Melalui cerita sejarah yang berkembang hingga saat ini, diketahui bahwa Ayah
Sunan Kudus yang merupakan seorang pimpinan pasukan Majapahit juga
sekaligus seorang Senopati Kesultanan Demak, gugur saat terjadi
pertempuran melawan Husain atau Adipati Terung dari Majapahit.
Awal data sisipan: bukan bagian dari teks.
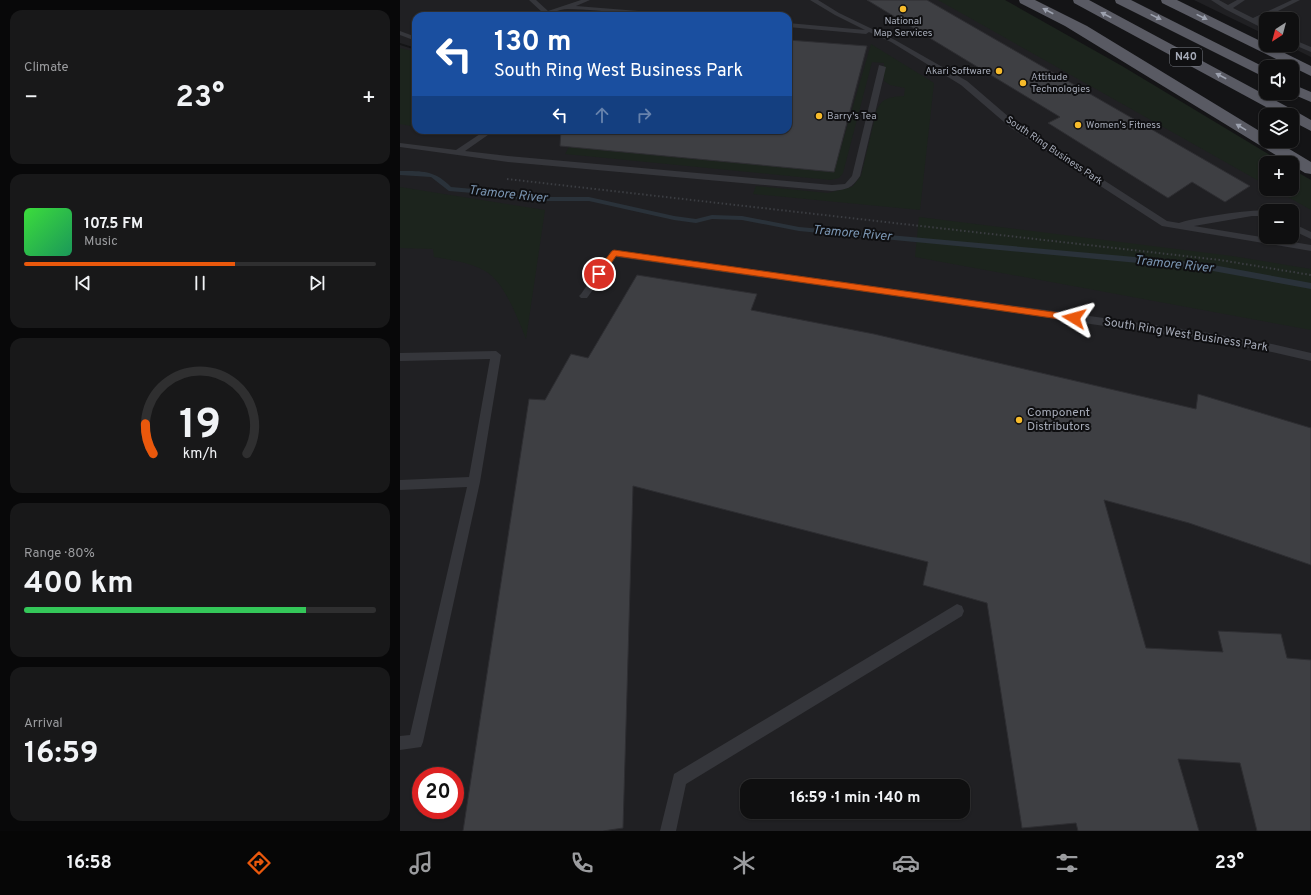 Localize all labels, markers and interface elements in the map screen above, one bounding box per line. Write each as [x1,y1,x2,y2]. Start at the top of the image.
marker: National Map Services [898,4,908,14]
one-way arrow [1042,8,1053,15]
one-way arrow [1101,11,1112,18]
north arrow [1259,12,1299,52]
map controls [1259,12,1299,244]
one-way arrow [1151,14,1162,20]
one-way arrow [1196,14,1208,20]
place label: National Map Services [873,15,933,40]
text: 130 m [494,25,572,61]
icon: left [428,28,480,80]
road number: N40 [1170,48,1202,66]
text: Climate [24,60,69,76]
text: South Ring West Business Park [494,60,743,83]
button: sound [1259,60,1299,100]
place label: Akari Software [925,65,991,78]
marker: Akari Software [994,66,1004,76]
place label: Attitude Technologies [1031,71,1090,96]
one-way arrow [1215,73,1227,79]
marker: Attitude Technologies [1018,78,1028,88]
text: 23° [176,80,224,117]
text: − [24,85,38,112]
text: + [362,85,376,112]
icon: left [549,104,571,126]
icon: ahead [591,104,613,126]
icon: right [633,104,655,126]
button: layers [1259,108,1299,148]
place label: Barry's Tea [827,110,876,123]
marker: Barry's Tea [814,111,824,121]
street label: South Ring Business Park [1003,114,1105,188]
place label: Women's Fitness [1086,119,1161,132]
marker: Women's Fitness [1073,120,1083,130]
one-way arrow [1235,124,1247,131]
button: + [1259,156,1299,196]
water label: Tramore River [468,183,549,207]
button: − [1259,204,1299,244]
text: 107.5 FM [84,215,143,234]
water label: Tramore River [812,223,893,246]
text: Music [84,234,118,250]
water label: Tramore River [1134,253,1215,277]
pin [582,257,616,291]
icon: arrive [588,263,610,285]
icon: previous [72,272,94,294]
icon: pause [189,272,211,294]
icon: next [306,272,328,294]
position arrow [1053,297,1095,339]
street label: South Ring West Business Park [1103,314,1269,356]
text: 19 [179,399,221,452]
place label: Component Distributors [1027,405,1090,435]
marker: Component Distributors [1014,415,1024,425]
text: km/h [183,444,217,462]
text: Range · 80% [24,546,95,562]
text: 400 km [24,566,133,603]
text: Arrival [24,716,63,732]
text: 16:59 [24,736,99,773]
speed limit sign: 20 [412,767,464,819]
text: 16:59 · 1 min · 140 m [790,789,920,808]
icon: directions [245,849,273,877]
icon: music [407,849,435,877]
icon: phone [568,849,596,877]
icon: climate [730,849,758,877]
icon: car [892,849,920,877]
icon: filters [1053,849,1081,877]
text: 16:58 [67,852,112,875]
text: 23° [1215,852,1244,875]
Jabatan ayahnya, Sunan Ngudung, sebagai senopati Demak kemudian
digantikan oleh Sunan Kudus. Kendati menjabat sebagai seorang Senopati,
Sunan Kudus tetap menyampaikan syiar Islam di daerah Kudus dan
sekitarnya. Dalam dakwah yang dilakukannya, Beliau selalu mengutamakan
sikap tenang dan halus.
Hal ini semata-mata bukan sekadar mengharap masyarakat menerima ajaran
Islam tanpa paksaan, juga meyakinkan bahwa Islam sangat toleran terhadap
lainnya. Sunan Kudus cukup dikenal sebagai seorang ulama yang gemar
mengembara. Bahkan, beberapa cerita menyebutkan Beliau pernah sampai ke
tanah suci untuk menunaikan ibadah haji.
Saat di kota Mekkah, dikatakan beliau juga sempat membantu
menyembuhkan para warga yang sedang terkena wabah penyakit.
Atas jasanya, kemudian Sunan Kudus di hadiahi batu yang berasal dari Baitul
Maqdis oleh penguasa setempat kala itu.
Batu itu kemudian dibawa pulang ke Jawa, yang selanjutnya diletakkan di area
Imam di Masjid Kudus yang hingga saat ini berdiri kokoh.